Mais déjà l’horrible guerre civile, allumée par le crime des uns, favorisée par l’inertie des autres, ajoutait le meurtre et le sacrilège à tant d’autres sujets de deuil et d’humiliation! A peine revenus d’exil, les inséparables compagnons d’armes se retrouvaient encore, et cette fois près d’un chef respecté (général de Ladmirault), dont le nom n’avait fait que grandir dans ces luttes où tant d’autres avaient perdu leur prestige ou leur honneur.

Dieu leur réservait, dans les rudes émotions de cette seconde guerre, de nouveaux exemples et des enseignements décisifs.

Vers la fin de cette bataille de huit jours qui termina l’insurrection, conduits par le hasard du combat sur la colline de Belleville, ils apprenaient avec un frisson d’horreur, en y arrivant, le massacre qui, la veille, l’avait ensanglantée.

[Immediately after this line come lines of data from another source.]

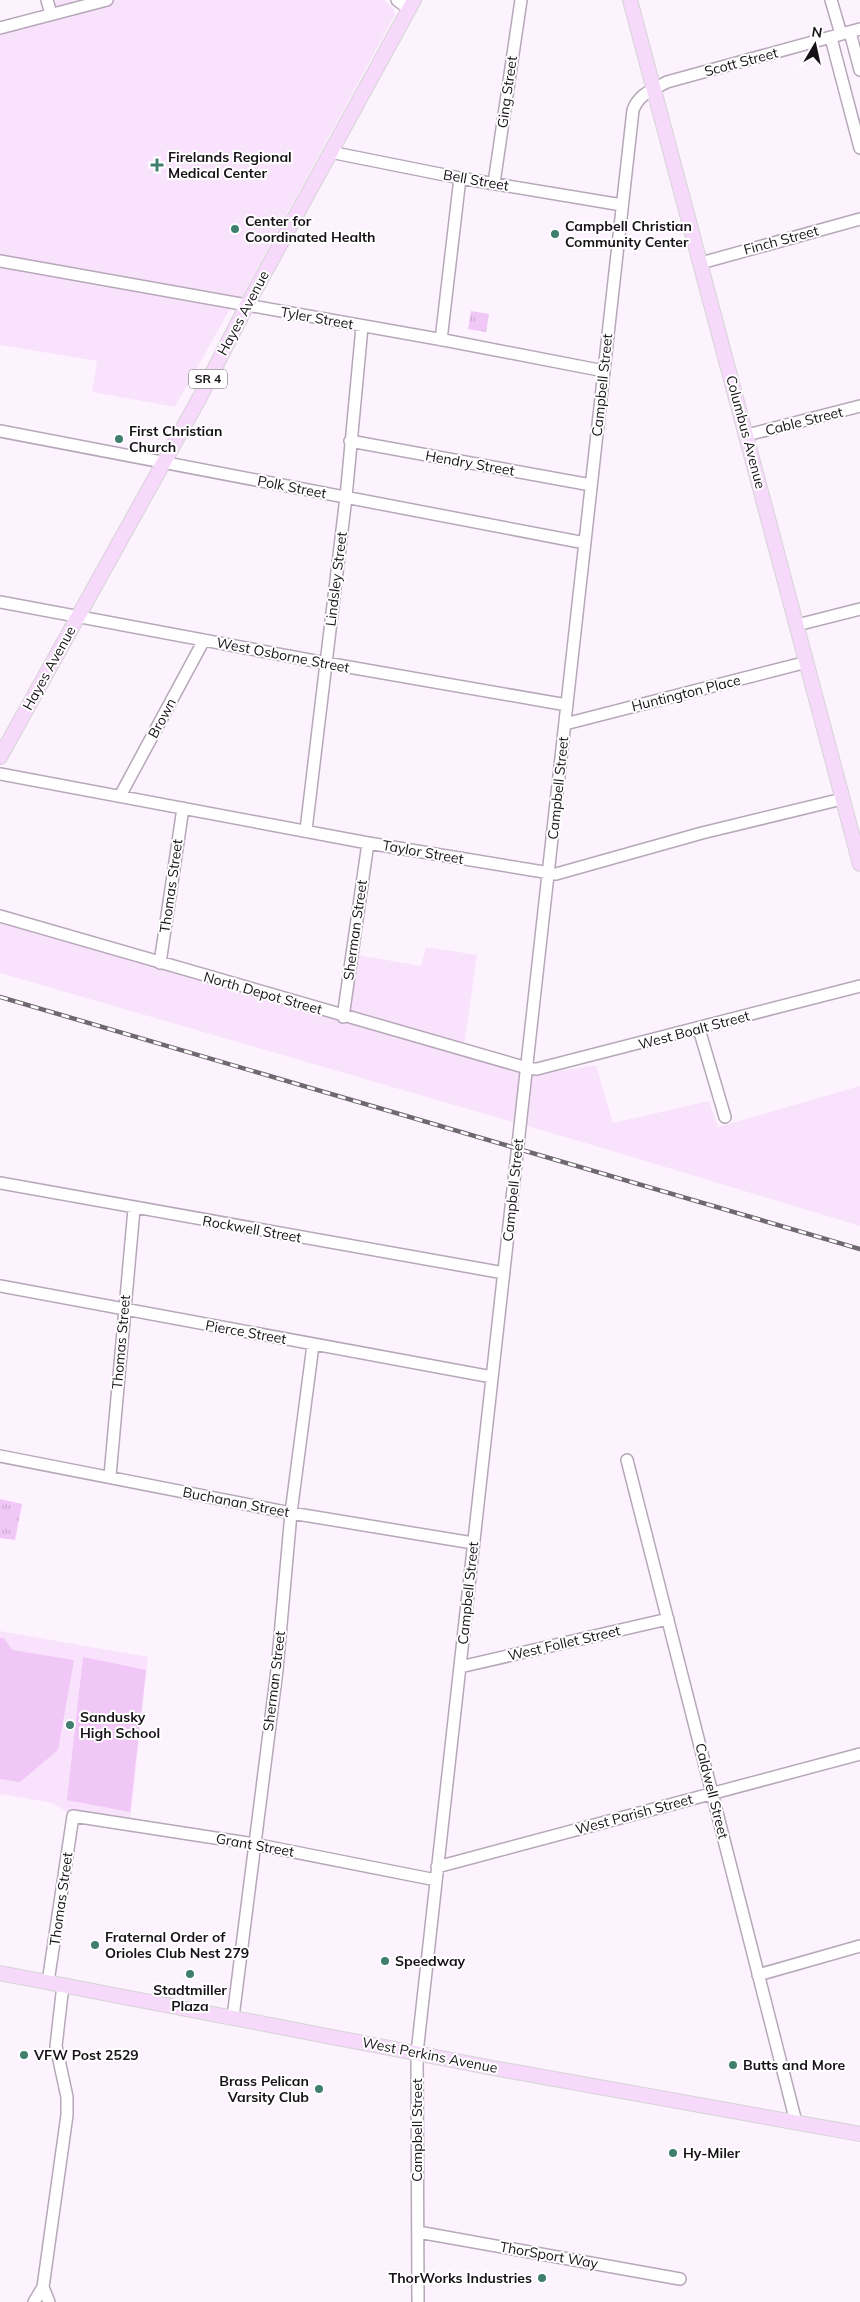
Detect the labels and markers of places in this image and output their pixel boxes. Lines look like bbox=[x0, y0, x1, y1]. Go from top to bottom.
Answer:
place label: Firelands Regional Medical Center bbox=[168, 148, 292, 182]
marker: Firelands Regional Medical Center bbox=[150, 158, 164, 172]
place label: Center for Coordinated Health bbox=[245, 212, 376, 246]
place label: Campbell Christian Community Center bbox=[565, 217, 692, 251]
marker: Center for Coordinated Health bbox=[229, 223, 241, 235]
marker: Campbell Christian Community Center bbox=[549, 228, 561, 240]
place label: First Christian Church bbox=[129, 422, 222, 456]
marker: First Christian Church bbox=[113, 433, 125, 445]
place label: Sandusky High School bbox=[80, 1708, 160, 1742]
marker: Sandusky High School bbox=[64, 1719, 76, 1731]
place label: Fraternal Order of Orioles Club Nest 279 bbox=[105, 1928, 249, 1962]
marker: Fraternal Order of Orioles Club Nest 279 bbox=[89, 1939, 101, 1951]
place label: Speedway bbox=[395, 1952, 466, 1970]
marker: Speedway bbox=[379, 1955, 391, 1967]
marker: Stadtmiller Plaza bbox=[184, 1968, 196, 1980]
place label: Stadtmiller Plaza bbox=[153, 1981, 227, 2015]
place label: VFW Post 2529 bbox=[33, 2046, 139, 2064]
marker: VFW Post 2529 bbox=[18, 2049, 30, 2061]
place label: Butts and More bbox=[743, 2056, 846, 2074]
marker: Butts and More bbox=[727, 2059, 739, 2071]
place label: Brass Pelican Varsity Club bbox=[219, 2072, 309, 2106]
marker: Brass Pelican Varsity Club bbox=[313, 2083, 325, 2095]
place label: Hy-Miler bbox=[683, 2144, 740, 2162]
marker: Hy-Miler bbox=[667, 2147, 679, 2159]
place label: ThorWorks Industries bbox=[389, 2269, 532, 2287]
marker: ThorWorks Industries bbox=[536, 2272, 548, 2284]

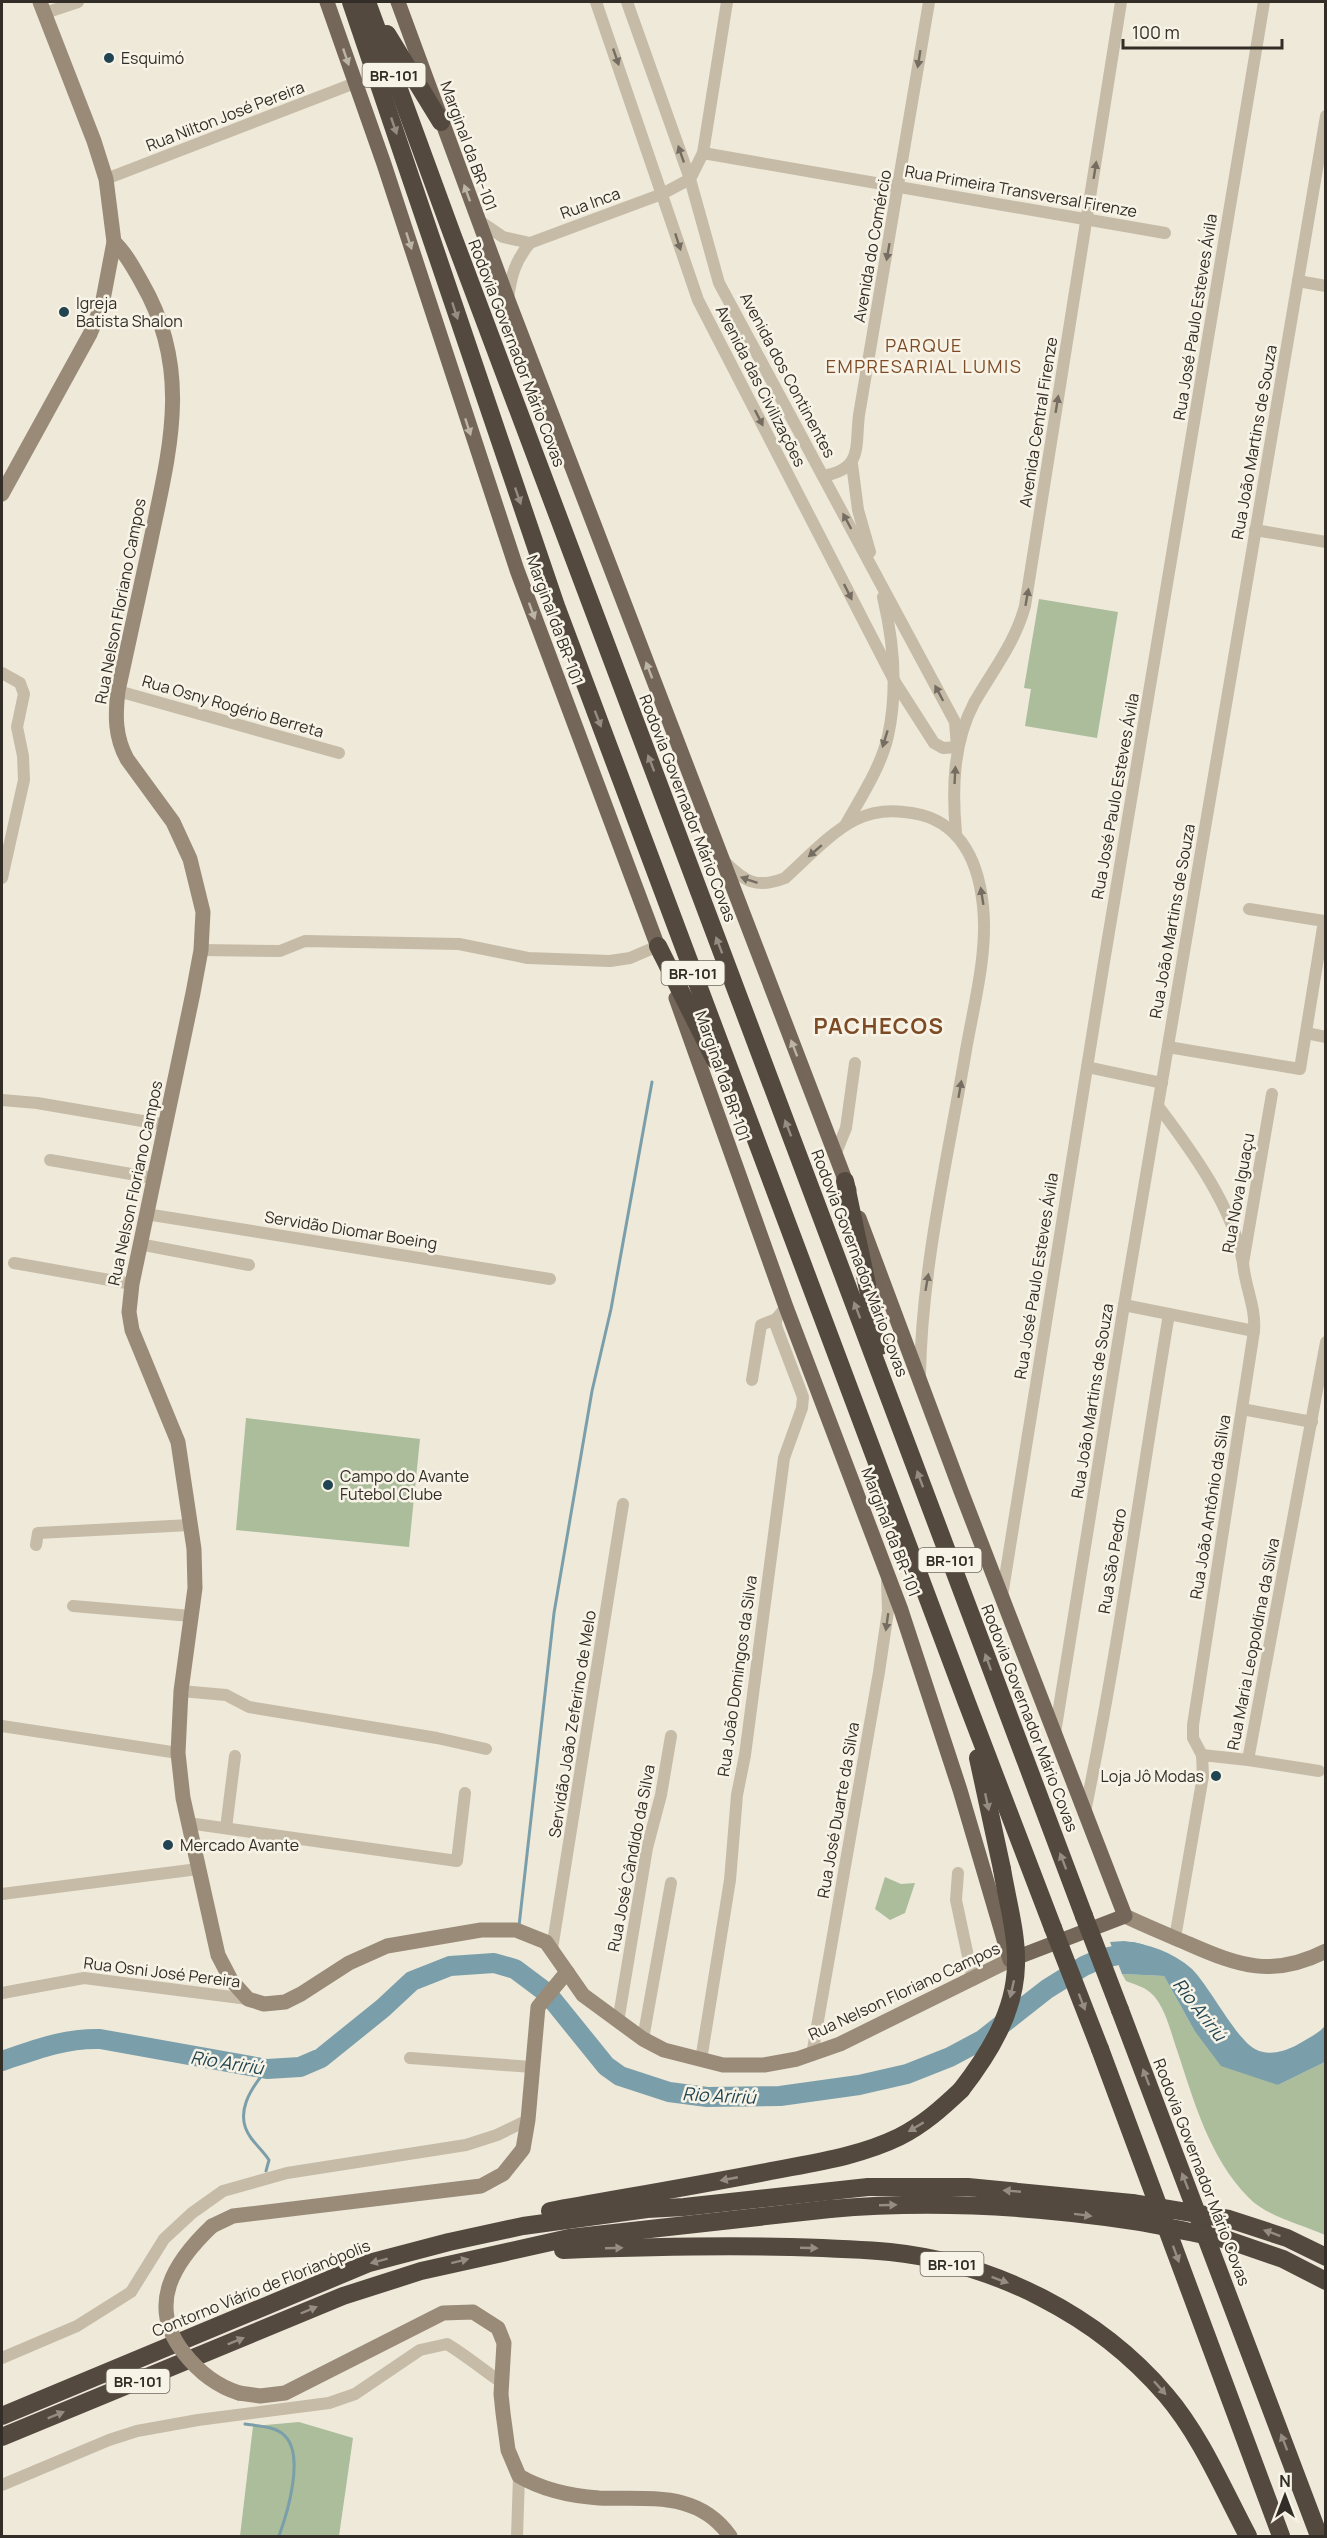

Autour d’eux, la mort avait laissé partout son empreinte. Le sol était couvert de cadavres épars, et les victimes tombées pendant l’action se mêlaient à celles qu’entassait à chaque minute une légitime mais terrible expiation. Rangés en longues files, ceux qu’on réservait à une justice plus lente attendaient dans une rue voisine qu’on les emmenât plus loin; peut-être, comme nous, savaient-ils déjà que les principaux d’entre leurs chefs s’évadaient à cette heure même, laissant mourir sans eux ceux qu’ils avaient conduits à cette extrémité. L’expression de tous ces visages était affreuse; ce n’était point là le solennel aspect du champ de bataille, où, dans l’horreur même du tableau, la paix du devoir accompli jette une incomparable grandeur. Les morts avaient encore les traits contractés par un dernier blasphème, et les vivants promenaient autour d’eux des regards où se mêlaient l’hébétement et la frayeur. Les vainqueurs eux-mêmes semblaient consternés de leur triomphe, et cette lugubre victoire serrait tous les coeurs. La Révolution était là toute nue, avec tous ses crimes et toutes ses  impuissances, et chacun se demandait quel était le plus triste, de ce peuple en révolte et maudissant la société, ou de cette société elle-même condamnée à de telles fureurs et n’ayant à leur opposer qu’une sanglante répression. Ces spectacles étaient bien faits pour fortifier les résolutions que d’autres épreuves avaient fait naître, et ceux dont nous racontons l’histoire sortirent de ces grandes émotions plus convaincus que jamais du grand devoir imposé désormais à tous ceux qui voudraient aider au salut de la France.

Tels étaient les hommes vers lesquels une inspiration providentielle venait de conduire le directeur du Cercle Montparnasse. Il les trouva tout occupés de leur devoir militaire, et ce fut dans un salon du Louvre, où les retenait leur service, qu’eut lieu cette décisive entrevue.

Comment en retracer le palpitant intérêt, et quelle plume pourrait rendre ce qu’éprouvèrent, à cette heure marquée dans les desseins éternels, ceux que la miséricorde divine venait de rassembler?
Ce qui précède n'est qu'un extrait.